[Listed records]:
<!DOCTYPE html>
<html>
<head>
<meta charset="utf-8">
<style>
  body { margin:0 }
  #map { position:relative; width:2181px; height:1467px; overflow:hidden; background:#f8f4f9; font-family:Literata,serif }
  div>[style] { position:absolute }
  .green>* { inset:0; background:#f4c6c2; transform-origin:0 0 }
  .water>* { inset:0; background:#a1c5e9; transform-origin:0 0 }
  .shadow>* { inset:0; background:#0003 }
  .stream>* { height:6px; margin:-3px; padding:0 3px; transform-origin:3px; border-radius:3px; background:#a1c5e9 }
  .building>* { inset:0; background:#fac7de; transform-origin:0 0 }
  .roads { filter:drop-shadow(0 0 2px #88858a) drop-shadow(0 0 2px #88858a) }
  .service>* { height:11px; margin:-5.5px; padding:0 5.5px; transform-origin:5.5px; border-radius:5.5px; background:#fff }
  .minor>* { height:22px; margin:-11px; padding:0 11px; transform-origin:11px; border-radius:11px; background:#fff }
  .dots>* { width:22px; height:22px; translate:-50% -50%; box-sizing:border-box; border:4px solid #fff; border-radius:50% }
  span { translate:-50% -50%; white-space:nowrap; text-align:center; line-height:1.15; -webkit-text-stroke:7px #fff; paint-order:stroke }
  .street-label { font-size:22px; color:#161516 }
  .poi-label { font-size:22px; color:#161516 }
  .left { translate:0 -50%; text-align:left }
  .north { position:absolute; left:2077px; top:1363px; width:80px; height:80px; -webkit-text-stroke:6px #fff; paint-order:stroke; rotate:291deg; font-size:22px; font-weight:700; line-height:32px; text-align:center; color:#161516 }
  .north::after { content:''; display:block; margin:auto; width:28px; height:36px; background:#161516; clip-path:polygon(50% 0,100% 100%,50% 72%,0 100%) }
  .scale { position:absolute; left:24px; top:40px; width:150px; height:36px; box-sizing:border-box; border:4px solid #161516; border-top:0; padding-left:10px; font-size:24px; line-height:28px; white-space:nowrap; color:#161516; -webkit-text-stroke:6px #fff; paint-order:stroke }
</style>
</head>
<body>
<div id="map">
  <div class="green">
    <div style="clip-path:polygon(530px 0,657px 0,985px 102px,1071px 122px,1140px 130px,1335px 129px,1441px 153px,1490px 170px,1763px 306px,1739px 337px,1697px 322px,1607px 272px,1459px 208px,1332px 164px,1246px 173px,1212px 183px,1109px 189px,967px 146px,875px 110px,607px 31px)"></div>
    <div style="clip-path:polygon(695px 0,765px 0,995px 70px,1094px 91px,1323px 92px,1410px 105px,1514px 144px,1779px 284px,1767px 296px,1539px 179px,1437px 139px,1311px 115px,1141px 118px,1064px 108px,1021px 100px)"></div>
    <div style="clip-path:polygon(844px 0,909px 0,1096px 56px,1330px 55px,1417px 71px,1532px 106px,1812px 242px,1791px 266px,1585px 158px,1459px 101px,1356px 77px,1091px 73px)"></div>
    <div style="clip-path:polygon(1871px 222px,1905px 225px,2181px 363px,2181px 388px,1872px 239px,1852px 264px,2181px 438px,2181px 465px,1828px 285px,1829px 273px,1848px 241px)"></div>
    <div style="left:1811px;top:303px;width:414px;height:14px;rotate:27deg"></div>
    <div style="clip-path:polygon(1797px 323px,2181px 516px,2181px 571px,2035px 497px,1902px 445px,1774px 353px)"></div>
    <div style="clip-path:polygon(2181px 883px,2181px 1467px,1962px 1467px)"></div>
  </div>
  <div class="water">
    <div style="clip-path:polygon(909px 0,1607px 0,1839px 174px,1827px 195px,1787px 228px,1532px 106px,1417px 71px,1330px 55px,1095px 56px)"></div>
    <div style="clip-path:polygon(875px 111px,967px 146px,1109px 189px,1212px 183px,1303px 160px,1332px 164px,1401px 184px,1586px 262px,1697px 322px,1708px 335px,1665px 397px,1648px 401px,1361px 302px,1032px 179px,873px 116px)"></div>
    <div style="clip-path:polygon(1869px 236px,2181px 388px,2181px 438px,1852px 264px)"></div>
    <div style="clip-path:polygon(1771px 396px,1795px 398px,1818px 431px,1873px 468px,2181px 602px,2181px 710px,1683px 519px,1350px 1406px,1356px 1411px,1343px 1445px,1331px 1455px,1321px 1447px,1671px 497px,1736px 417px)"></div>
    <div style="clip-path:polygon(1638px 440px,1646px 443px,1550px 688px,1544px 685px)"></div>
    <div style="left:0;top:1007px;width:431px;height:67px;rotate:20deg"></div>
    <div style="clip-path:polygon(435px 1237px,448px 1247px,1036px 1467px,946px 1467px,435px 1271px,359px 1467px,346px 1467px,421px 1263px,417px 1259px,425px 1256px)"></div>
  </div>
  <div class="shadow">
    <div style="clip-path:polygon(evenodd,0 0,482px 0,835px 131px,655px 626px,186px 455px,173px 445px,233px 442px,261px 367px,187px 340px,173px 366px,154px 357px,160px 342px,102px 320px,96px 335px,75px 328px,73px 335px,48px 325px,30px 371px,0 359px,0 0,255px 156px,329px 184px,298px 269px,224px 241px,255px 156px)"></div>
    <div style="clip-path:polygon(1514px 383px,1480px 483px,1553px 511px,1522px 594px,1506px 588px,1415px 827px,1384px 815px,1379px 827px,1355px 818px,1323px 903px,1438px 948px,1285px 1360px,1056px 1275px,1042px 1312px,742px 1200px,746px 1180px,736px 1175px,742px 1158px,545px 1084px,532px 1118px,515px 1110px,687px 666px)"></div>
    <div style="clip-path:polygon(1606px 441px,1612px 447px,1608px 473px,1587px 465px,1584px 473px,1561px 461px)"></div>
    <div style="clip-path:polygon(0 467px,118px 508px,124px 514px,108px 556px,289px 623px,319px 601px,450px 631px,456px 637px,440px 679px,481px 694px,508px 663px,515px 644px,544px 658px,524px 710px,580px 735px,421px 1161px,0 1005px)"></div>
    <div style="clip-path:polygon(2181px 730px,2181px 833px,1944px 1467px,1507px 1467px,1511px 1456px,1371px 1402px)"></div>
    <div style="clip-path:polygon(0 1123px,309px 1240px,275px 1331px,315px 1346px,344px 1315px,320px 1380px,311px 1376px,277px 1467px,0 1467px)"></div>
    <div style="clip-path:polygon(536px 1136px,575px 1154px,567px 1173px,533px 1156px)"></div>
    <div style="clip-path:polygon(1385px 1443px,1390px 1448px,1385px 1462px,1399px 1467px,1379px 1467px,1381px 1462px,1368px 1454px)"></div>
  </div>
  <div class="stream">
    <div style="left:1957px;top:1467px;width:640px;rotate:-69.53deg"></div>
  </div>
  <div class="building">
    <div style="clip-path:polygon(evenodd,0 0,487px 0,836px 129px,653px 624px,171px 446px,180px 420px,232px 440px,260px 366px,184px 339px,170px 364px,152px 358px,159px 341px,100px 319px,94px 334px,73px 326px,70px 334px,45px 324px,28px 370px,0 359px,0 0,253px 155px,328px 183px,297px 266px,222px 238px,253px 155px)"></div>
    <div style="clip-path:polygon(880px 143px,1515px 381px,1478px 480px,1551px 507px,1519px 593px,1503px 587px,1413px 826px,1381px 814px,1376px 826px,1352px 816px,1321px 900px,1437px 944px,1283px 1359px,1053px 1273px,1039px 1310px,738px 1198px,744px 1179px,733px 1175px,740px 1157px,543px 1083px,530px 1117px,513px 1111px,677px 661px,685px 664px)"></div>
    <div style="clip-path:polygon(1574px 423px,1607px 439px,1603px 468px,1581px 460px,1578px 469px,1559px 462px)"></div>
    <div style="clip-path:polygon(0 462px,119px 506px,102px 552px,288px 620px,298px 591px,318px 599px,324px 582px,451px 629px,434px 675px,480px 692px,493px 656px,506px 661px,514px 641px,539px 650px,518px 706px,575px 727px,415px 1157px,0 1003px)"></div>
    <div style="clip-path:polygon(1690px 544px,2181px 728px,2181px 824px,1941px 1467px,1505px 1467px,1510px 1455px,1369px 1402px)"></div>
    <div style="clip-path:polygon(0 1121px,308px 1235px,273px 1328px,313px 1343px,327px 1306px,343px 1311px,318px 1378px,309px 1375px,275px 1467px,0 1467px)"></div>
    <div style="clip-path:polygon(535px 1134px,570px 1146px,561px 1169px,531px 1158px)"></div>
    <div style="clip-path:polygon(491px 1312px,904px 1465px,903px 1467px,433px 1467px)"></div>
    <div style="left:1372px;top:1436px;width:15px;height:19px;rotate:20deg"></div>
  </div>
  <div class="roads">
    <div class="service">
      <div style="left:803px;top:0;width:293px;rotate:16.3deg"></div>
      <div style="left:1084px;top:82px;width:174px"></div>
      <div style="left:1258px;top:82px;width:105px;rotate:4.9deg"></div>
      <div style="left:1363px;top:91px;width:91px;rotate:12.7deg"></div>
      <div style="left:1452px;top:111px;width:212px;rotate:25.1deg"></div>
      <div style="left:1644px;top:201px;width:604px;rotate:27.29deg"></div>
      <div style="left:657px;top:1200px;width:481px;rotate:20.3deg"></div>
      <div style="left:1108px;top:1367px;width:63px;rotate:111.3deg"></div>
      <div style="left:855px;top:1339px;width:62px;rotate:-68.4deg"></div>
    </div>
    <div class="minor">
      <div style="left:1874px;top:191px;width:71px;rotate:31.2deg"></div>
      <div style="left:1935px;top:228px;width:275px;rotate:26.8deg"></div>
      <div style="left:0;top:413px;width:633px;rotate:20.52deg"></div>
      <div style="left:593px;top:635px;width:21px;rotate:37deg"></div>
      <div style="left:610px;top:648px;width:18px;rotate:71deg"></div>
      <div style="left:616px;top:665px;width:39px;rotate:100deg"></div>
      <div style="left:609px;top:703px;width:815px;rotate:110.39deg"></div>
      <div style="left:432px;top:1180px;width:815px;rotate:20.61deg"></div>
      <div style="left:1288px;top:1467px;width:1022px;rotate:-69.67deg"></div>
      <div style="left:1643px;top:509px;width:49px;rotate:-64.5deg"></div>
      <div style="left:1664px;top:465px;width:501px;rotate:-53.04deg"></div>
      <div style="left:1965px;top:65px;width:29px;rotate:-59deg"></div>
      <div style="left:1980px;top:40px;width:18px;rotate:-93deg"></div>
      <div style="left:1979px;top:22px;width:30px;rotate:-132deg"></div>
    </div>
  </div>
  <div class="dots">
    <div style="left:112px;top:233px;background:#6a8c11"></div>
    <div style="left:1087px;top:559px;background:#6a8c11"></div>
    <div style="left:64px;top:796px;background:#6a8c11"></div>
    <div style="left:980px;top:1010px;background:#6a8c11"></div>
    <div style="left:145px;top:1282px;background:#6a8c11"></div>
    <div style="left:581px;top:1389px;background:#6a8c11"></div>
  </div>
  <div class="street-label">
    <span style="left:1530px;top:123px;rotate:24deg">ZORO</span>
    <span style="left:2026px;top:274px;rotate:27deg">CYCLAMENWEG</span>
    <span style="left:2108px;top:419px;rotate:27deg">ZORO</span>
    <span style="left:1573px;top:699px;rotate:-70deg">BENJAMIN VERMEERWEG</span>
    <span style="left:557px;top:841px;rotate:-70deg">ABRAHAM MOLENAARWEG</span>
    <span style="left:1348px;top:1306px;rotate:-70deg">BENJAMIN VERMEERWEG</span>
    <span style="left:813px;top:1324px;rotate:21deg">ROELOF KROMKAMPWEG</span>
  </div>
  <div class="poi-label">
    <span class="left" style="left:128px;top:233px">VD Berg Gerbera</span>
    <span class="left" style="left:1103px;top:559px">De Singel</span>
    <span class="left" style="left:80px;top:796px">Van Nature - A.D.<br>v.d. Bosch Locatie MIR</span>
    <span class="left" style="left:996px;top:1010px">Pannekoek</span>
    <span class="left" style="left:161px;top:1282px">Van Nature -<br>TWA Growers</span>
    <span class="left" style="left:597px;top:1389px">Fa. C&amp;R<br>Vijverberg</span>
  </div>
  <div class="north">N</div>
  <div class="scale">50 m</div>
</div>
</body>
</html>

[Problem requirements]:
Since only a number is wanted, please say how many lines in the data include the word "stream".

[Exercise answer]:
2